Sintering effect on varistor properties and degradation behavior of ZVMB varistor ceramics

Abstract

ZnO–V₂O₅–Mn₃O₄–Bi₂O₃ (ZVMB) varistor ceramics were sintered at a low temperature range of 800–875 °C, and the microstructure, electrical properties, dielectric characteristics, and DC-accelerated aging behavior were systematically investigated. Analysis of the microstructure indicated that the average grain size increased from 3.8 to 6.4 µm with the increase of sintering temperature, and the density of the sintered pellets increased from 5.48 to 5.53 g/cm³ when the sintering temperature was increased from 800 to 850 °C, and then decreased when the sintering temperature was further increased. The breakdown field noticeably decreased from 13,412 to 706 V/cm with the increase of sintering temperature. The nonlinear coefficient exhibited a maximum value (43.0) at 825 °C and a minimum value (19.8) at 875 °C. The varistors sintered at 850 °C exhibited the highest stability; variation rates for the breakdown field and the nonlinear coefficient were −10.3 and −50.2%, respectively, after application of a stress of 0.85 E_1mA/85 °C/24 h.

1 Introduction

Varistor is voltage-dependent resistor, in which a resistance varies with applied voltage [1]. Just because a resistance varies with voltage does not mean it is a varistor, like general silicon diodes. It is called to varistor when a resistance abruptly changes with increasing voltage. Varistors involve back-to-back Zener diode and the ceramics using grain boundary effect or interface effect. Zener diode is close to almost ideal varistor because of abrupt nonlinearity. However, Zener diode having a single junction is vulnerable to over-voltages such as surges. In real, semiconductor devices would be very susceptible or vulnerable to attack from various overvoltages. In contrast, ceramic varistors are mainly used to the surge protection due to high energy handling capability, when compared with back-to-back Zener diode [2,3,4]. Among them, zinc oxide varistors are typical ceramic varistors, which had been used for the longest time [1]. Zinc oxide varistors are featured by multi-junctions composed of grains and grain boundaries, which are distributed three dimensionally through sintered ceramics [2]. For this reason, zinc oxide varistors are extensively utilized to protect the electrical and electronic circuit system from abnormal overvoltage [5]. Today, all electrical and electronic systems have varistor’s help.

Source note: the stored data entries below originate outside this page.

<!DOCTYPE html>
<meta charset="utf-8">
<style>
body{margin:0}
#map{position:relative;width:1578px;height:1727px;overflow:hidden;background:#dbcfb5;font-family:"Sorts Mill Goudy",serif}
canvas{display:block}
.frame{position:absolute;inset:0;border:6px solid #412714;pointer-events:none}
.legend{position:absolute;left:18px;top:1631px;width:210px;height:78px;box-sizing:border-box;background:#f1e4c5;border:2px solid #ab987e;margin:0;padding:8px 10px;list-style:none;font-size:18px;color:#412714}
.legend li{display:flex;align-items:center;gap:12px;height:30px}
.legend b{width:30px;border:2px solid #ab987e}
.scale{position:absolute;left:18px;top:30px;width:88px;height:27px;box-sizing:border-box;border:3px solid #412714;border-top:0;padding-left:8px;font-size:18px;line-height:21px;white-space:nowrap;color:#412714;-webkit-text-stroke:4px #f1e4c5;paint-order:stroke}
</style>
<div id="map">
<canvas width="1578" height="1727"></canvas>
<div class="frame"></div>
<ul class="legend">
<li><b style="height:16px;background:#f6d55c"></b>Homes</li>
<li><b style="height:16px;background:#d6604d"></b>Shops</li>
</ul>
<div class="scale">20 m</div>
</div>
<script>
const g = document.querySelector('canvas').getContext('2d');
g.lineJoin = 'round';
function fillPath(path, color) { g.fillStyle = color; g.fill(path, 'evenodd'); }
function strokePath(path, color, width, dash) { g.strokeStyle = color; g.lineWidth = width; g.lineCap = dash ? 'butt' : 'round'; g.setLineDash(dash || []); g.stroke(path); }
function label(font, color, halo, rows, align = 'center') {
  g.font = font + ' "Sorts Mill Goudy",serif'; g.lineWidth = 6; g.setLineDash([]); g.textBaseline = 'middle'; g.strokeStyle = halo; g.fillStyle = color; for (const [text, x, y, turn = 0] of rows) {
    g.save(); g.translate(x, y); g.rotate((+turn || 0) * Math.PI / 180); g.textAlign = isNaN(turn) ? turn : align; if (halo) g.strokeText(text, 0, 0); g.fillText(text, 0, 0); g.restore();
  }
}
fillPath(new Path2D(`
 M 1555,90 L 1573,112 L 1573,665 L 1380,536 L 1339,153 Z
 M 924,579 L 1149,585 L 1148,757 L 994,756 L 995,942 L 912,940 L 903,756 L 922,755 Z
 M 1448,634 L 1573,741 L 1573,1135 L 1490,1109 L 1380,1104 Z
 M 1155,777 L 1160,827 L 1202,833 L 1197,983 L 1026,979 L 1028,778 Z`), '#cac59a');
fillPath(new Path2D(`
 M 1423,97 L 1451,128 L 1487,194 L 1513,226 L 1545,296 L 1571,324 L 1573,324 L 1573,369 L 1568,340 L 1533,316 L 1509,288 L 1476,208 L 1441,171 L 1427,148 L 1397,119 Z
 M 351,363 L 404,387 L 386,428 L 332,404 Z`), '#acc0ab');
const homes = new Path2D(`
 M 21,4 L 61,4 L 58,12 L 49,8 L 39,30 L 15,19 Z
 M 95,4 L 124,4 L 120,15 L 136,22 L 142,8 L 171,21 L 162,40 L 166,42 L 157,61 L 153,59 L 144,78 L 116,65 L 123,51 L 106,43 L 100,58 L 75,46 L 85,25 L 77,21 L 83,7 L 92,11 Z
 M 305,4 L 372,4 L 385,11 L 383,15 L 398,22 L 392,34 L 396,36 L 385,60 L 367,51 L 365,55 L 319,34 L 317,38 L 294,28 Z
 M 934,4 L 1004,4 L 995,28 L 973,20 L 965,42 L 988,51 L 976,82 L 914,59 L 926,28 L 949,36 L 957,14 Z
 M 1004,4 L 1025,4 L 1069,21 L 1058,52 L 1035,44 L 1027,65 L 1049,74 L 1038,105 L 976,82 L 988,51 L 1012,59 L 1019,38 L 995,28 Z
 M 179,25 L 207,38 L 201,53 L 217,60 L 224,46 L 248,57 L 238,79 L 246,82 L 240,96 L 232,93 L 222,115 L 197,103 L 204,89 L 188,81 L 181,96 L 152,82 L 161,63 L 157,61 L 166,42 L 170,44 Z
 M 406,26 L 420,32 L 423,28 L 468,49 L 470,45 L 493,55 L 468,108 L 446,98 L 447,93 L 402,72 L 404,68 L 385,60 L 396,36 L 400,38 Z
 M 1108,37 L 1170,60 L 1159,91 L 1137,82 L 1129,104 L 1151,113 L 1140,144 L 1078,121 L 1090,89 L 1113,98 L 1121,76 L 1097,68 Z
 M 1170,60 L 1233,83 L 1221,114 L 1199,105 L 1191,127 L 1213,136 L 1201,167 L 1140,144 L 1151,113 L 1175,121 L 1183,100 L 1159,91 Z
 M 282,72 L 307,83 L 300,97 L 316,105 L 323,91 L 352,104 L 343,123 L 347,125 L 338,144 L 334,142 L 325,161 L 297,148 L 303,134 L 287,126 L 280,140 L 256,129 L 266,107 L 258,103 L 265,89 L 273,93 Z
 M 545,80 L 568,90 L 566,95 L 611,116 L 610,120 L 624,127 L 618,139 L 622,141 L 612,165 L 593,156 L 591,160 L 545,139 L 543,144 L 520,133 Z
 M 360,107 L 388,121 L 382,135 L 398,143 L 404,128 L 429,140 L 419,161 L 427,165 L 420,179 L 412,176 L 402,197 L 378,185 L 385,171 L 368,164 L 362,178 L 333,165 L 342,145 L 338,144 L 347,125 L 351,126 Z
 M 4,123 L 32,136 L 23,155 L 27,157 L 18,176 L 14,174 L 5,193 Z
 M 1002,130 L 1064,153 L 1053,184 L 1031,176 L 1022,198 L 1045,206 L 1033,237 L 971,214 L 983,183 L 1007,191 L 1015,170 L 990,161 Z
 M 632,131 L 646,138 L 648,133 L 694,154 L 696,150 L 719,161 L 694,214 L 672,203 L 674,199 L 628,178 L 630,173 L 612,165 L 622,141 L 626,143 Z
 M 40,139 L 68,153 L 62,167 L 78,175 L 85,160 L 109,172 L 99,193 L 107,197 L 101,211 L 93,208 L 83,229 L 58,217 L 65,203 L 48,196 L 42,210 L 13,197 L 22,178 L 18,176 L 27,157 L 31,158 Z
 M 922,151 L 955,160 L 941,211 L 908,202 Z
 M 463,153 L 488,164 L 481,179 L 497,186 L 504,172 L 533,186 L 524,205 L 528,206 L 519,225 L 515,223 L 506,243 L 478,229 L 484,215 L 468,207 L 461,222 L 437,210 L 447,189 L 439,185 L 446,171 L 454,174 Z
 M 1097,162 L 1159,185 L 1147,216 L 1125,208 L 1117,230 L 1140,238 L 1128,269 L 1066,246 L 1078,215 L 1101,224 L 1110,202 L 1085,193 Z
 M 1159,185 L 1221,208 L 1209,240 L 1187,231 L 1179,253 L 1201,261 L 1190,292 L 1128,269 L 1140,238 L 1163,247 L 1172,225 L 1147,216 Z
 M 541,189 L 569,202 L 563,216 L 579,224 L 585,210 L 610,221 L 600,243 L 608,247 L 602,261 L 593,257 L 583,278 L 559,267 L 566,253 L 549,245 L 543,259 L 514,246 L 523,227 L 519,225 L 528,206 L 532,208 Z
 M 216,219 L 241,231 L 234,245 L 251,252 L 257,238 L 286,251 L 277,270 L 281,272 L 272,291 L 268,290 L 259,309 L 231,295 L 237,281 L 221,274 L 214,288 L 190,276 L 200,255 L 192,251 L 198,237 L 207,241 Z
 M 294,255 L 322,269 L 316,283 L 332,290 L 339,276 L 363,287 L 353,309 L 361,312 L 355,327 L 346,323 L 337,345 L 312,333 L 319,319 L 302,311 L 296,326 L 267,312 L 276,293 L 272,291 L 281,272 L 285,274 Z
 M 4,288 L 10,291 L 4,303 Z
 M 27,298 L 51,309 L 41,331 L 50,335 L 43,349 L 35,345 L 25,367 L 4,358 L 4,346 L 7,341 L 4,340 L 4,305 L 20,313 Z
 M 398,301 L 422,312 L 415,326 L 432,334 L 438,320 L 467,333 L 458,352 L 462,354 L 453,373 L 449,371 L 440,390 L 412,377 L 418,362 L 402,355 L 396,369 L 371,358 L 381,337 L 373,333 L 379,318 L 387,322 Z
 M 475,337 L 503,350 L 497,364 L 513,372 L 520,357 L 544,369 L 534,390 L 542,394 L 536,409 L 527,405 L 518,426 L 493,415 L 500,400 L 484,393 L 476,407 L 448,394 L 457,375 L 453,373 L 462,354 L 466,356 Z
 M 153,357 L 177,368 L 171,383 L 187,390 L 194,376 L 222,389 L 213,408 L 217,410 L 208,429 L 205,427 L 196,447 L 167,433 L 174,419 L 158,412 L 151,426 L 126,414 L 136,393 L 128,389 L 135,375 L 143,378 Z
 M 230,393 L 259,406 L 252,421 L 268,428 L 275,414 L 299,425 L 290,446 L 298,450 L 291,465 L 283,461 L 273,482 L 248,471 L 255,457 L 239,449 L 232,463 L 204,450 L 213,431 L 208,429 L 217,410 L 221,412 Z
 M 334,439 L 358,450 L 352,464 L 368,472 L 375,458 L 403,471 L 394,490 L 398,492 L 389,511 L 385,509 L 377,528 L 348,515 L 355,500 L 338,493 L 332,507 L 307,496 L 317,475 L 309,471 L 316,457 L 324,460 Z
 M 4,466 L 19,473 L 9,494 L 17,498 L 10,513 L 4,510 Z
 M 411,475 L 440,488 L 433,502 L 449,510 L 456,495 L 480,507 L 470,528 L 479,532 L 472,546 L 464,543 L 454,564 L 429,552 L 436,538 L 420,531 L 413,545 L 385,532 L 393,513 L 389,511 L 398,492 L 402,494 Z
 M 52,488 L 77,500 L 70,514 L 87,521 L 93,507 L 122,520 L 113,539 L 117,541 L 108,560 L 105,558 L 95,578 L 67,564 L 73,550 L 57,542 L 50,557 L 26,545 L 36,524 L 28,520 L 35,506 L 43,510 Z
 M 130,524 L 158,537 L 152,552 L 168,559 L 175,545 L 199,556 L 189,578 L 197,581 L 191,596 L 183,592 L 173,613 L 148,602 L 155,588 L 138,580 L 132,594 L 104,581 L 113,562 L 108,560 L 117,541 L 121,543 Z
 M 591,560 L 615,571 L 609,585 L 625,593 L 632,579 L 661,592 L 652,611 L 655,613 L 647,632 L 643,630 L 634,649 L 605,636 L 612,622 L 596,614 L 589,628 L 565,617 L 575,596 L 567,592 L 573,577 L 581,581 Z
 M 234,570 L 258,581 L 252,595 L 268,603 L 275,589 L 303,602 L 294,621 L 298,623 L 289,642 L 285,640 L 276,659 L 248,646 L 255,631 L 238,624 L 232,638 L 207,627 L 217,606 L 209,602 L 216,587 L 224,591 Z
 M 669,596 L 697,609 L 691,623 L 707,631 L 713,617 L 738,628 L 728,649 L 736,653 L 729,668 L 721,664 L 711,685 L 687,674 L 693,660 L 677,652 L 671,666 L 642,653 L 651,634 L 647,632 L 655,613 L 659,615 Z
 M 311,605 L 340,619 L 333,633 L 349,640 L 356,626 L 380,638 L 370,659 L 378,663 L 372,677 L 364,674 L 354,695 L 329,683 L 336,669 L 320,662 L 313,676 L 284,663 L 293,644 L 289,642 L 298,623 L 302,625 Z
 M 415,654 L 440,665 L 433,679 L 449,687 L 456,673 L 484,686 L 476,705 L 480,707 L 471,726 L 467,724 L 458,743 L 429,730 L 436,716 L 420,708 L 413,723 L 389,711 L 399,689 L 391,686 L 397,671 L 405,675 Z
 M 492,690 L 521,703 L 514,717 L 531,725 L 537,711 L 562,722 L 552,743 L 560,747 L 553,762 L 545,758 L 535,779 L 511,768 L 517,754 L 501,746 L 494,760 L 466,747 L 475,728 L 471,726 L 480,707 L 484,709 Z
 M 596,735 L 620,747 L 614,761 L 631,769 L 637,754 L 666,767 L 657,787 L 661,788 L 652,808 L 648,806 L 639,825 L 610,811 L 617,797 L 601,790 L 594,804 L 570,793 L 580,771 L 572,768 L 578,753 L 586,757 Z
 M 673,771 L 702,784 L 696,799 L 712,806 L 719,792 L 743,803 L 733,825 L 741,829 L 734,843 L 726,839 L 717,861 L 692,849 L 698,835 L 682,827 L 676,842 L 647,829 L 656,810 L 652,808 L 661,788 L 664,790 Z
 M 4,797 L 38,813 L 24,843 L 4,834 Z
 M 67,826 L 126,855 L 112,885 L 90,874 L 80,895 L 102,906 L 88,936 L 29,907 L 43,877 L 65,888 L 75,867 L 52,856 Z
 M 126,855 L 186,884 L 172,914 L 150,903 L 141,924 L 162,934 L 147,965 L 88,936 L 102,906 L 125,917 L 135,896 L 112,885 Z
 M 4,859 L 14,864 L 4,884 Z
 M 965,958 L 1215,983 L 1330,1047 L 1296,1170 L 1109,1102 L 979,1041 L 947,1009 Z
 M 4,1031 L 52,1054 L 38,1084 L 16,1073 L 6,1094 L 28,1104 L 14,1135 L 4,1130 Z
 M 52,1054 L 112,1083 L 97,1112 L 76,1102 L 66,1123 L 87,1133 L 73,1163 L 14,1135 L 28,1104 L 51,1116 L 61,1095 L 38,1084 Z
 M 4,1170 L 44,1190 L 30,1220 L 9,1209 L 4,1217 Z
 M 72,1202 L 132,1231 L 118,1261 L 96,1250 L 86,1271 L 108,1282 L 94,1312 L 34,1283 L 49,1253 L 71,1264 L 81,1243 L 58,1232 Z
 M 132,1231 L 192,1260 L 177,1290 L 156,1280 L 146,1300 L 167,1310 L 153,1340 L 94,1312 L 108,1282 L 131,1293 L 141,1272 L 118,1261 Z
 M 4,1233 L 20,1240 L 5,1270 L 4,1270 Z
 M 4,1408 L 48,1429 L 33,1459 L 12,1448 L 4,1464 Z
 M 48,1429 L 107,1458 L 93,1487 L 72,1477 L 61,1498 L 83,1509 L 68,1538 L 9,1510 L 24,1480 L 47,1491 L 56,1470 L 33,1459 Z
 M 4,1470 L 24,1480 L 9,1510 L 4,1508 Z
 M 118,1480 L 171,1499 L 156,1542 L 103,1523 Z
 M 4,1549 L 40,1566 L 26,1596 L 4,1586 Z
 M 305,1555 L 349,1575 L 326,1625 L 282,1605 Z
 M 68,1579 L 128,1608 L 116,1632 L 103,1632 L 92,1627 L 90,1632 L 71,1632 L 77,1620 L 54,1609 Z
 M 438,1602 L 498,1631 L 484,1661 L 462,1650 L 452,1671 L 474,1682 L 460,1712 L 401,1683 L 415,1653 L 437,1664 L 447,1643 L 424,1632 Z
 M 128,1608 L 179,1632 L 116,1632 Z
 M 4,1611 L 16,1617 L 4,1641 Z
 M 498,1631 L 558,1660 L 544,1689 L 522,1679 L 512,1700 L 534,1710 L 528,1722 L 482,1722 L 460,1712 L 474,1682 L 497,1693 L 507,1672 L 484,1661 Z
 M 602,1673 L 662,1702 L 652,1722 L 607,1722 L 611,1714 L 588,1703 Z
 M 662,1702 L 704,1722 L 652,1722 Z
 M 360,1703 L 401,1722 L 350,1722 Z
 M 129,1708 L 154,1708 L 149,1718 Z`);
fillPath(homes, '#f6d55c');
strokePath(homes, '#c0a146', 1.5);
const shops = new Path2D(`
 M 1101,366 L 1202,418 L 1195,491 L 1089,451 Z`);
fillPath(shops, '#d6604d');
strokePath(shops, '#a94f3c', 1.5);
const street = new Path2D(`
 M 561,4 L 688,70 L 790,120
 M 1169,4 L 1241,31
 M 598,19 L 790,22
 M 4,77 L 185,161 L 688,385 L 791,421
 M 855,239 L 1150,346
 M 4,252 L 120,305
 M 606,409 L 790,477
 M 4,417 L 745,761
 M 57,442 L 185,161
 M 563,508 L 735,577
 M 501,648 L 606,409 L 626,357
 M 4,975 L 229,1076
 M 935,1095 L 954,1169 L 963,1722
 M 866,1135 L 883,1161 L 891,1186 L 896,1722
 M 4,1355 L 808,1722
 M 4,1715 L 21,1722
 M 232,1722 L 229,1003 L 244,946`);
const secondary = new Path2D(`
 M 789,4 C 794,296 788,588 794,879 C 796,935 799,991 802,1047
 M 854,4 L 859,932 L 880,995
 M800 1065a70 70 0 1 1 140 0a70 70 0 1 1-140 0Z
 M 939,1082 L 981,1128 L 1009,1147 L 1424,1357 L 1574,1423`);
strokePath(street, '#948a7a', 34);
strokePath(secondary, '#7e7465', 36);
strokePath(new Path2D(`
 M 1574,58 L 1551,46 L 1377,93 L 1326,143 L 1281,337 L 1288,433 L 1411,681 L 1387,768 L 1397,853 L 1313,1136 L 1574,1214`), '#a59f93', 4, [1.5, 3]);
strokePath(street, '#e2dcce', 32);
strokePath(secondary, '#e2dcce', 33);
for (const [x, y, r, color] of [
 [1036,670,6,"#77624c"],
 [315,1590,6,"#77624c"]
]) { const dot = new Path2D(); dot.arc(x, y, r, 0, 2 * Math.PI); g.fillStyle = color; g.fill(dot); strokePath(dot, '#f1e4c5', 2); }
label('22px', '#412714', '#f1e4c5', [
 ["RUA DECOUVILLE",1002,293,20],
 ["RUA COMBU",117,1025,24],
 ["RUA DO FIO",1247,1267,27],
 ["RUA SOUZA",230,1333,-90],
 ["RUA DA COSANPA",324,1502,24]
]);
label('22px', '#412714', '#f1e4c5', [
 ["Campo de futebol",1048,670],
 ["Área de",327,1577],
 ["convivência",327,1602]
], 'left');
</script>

Commercial zin oxide varistors are mainly based on bismuth [1] and partially based on praseodymium inducing the varistor effect [6,7,8,9]. Zinc oxide ceramics incorporated with bismuth and praseodymium should be sintered at a high temperature above 1200 °C in order to exhibit the real function as varistors [1, 10]. In particular, multilayer varitors have no choice but to use a refractory such as Pd and Pt as an inner-electrode between multilayers. But, if the varistor ceramics can be sintered at a temperature as low as 900 °C, it is not necessary to use expensive Pd and Pt. Just, new zinc oxide ceramics incorporated with vanadium oxide (m.p 690 °C) inducing the varistor effect have a surprising advantage in terms of inner-electrode Ag [11, 12]. So-called, ZnO–V₂O₅-based ceramics can be sintered at a relatively low temperature in the vicinity of about 900 °C [11, 12]. This is very important for multilayer chip varistor applications because it can be co-sintered with an Ag inner-electrode without using expensive Pd or Pt.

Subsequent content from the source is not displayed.